As the answer, set down the lines below from the one containing "M189 808 220" through the one containing "M1100 772 1030 655 1292 500", exactly and inclusively, and no others.

---- Material to process

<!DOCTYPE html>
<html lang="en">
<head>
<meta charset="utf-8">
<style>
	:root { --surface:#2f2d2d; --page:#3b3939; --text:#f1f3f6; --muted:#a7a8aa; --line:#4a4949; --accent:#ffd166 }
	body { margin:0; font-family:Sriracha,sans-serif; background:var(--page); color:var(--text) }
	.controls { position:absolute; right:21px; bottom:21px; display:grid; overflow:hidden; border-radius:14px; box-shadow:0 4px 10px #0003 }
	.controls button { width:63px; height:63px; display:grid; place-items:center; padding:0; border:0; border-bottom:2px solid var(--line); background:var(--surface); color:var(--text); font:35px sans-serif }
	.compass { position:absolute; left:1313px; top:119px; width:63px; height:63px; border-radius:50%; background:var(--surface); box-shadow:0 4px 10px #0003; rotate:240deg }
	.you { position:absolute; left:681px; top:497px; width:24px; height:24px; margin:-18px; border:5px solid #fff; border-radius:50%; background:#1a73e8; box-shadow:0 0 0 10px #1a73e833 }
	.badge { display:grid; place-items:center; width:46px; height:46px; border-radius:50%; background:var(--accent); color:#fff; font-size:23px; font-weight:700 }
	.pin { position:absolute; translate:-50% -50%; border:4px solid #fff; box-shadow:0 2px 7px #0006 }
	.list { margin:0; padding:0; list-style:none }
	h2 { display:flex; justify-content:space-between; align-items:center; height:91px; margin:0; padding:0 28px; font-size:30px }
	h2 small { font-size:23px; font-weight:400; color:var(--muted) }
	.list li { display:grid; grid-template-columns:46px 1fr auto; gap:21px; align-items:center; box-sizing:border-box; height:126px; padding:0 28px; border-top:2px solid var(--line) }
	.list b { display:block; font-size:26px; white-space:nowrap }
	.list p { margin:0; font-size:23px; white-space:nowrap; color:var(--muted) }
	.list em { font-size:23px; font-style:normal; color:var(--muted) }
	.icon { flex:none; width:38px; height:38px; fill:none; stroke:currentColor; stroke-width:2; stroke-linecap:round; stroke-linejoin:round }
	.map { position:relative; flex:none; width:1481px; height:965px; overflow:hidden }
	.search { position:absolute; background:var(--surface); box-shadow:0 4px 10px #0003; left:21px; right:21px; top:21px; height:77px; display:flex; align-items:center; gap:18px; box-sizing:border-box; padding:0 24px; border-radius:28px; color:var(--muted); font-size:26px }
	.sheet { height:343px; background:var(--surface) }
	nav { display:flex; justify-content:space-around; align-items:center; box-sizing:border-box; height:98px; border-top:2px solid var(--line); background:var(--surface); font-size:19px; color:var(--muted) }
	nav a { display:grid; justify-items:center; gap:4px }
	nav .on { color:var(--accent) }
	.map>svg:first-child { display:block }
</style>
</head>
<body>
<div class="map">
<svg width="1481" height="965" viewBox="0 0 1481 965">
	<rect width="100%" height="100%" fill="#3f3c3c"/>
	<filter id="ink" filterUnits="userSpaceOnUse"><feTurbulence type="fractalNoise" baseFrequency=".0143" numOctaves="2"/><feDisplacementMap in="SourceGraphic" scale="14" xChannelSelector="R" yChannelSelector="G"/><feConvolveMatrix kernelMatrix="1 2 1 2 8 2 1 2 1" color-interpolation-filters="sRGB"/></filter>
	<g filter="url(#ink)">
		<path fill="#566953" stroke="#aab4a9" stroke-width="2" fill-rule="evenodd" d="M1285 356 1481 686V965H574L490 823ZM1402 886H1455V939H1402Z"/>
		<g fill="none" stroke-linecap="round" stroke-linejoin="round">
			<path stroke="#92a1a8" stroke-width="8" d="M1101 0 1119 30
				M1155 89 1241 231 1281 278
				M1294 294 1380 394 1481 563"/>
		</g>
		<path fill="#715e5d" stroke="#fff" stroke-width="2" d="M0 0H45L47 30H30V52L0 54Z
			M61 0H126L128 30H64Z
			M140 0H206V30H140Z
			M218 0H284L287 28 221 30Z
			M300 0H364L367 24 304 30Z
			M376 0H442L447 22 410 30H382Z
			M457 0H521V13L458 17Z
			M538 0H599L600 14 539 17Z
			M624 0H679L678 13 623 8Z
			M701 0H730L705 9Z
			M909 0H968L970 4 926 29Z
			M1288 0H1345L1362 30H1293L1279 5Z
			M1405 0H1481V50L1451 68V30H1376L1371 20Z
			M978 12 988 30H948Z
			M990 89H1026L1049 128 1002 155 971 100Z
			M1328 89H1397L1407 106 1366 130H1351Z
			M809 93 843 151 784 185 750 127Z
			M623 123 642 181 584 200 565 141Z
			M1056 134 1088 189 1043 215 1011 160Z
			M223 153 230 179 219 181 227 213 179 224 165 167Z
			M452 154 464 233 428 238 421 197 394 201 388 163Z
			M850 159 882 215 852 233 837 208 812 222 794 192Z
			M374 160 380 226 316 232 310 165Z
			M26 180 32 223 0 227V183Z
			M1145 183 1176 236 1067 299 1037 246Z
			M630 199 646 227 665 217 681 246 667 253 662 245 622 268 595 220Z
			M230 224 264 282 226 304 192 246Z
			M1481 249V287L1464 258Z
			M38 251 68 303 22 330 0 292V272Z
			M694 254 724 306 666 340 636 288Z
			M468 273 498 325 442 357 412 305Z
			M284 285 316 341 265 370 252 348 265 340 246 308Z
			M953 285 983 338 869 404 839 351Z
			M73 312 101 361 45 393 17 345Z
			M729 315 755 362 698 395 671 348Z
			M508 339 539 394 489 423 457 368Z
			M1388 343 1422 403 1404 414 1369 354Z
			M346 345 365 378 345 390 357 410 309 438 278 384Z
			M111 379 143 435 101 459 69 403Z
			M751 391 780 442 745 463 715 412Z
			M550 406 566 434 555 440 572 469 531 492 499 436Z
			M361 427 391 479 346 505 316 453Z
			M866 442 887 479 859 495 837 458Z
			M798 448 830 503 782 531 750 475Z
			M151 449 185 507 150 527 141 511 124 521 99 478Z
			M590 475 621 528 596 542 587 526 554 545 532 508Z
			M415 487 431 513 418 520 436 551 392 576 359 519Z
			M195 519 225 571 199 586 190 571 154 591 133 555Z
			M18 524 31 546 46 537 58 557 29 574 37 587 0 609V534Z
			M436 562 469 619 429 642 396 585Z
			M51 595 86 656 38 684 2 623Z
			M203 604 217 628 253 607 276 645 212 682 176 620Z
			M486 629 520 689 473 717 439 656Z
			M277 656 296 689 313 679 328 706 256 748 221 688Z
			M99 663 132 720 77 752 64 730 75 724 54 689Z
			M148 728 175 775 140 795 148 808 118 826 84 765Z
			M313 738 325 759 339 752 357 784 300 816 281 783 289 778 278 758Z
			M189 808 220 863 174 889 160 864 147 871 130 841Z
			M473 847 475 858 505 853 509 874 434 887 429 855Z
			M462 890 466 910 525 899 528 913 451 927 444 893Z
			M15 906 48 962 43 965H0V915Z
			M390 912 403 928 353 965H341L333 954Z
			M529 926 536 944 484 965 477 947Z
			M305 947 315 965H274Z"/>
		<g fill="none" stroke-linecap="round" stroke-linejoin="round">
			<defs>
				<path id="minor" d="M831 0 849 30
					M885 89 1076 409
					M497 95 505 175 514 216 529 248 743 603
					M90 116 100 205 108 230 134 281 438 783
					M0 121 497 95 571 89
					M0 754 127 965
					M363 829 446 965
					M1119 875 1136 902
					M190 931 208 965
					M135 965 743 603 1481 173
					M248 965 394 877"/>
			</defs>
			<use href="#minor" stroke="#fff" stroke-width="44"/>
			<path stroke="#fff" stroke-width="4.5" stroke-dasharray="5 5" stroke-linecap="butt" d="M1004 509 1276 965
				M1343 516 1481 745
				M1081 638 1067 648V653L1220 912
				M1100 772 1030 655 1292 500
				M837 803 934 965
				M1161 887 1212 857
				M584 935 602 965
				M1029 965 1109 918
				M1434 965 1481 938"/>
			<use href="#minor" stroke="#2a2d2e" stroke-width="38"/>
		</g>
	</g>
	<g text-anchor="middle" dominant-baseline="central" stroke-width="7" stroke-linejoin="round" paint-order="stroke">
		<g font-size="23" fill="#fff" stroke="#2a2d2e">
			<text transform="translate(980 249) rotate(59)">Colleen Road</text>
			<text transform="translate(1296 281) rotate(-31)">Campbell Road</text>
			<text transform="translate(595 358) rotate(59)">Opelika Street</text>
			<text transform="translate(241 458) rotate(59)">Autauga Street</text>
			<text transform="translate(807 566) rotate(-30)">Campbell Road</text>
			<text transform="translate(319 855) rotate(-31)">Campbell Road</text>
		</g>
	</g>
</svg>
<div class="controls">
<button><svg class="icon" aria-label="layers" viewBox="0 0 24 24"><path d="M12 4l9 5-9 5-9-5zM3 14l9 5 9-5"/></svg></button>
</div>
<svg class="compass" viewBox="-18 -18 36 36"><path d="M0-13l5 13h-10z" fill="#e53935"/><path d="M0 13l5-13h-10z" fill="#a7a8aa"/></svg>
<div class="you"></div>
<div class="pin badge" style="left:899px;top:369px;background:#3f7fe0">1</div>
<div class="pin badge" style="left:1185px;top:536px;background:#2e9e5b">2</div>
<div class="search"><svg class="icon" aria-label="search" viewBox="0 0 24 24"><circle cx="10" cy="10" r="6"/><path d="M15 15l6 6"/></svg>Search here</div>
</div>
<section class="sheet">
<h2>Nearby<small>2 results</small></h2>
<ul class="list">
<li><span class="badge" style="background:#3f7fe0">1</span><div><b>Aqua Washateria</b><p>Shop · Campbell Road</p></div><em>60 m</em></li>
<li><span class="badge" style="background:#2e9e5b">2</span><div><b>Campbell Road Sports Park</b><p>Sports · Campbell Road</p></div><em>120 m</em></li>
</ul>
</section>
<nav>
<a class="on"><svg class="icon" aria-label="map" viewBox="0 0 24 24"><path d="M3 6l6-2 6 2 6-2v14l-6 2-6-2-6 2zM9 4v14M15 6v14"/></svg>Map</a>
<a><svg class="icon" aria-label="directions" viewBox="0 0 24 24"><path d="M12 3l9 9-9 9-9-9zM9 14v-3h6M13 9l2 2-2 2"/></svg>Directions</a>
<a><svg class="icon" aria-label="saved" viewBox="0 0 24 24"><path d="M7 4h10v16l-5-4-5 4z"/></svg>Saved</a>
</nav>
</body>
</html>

--------

_Reply to the exercise_:
			M189 808 220 863 174 889 160 864 147 871 130 841Z
			M473 847 475 858 505 853 509 874 434 887 429 855Z
			M462 890 466 910 525 899 528 913 451 927 444 893Z
			M15 906 48 962 43 965H0V915Z
			M390 912 403 928 353 965H341L333 954Z
			M529 926 536 944 484 965 477 947Z
			M305 947 315 965H274Z"/>
		<g fill="none" stroke-linecap="round" stroke-linejoin="round">
			<defs>
				<path id="minor" d="M831 0 849 30
					M885 89 1076 409
					M497 95 505 175 514 216 529 248 743 603
					M90 116 100 205 108 230 134 281 438 783
					M0 121 497 95 571 89
					M0 754 127 965
					M363 829 446 965
					M1119 875 1136 902
					M190 931 208 965
					M135 965 743 603 1481 173
					M248 965 394 877"/>
			</defs>
			<use href="#minor" stroke="#fff" stroke-width="44"/>
			<path stroke="#fff" stroke-width="4.5" stroke-dasharray="5 5" stroke-linecap="butt" d="M1004 509 1276 965
				M1343 516 1481 745
				M1081 638 1067 648V653L1220 912
				M1100 772 1030 655 1292 500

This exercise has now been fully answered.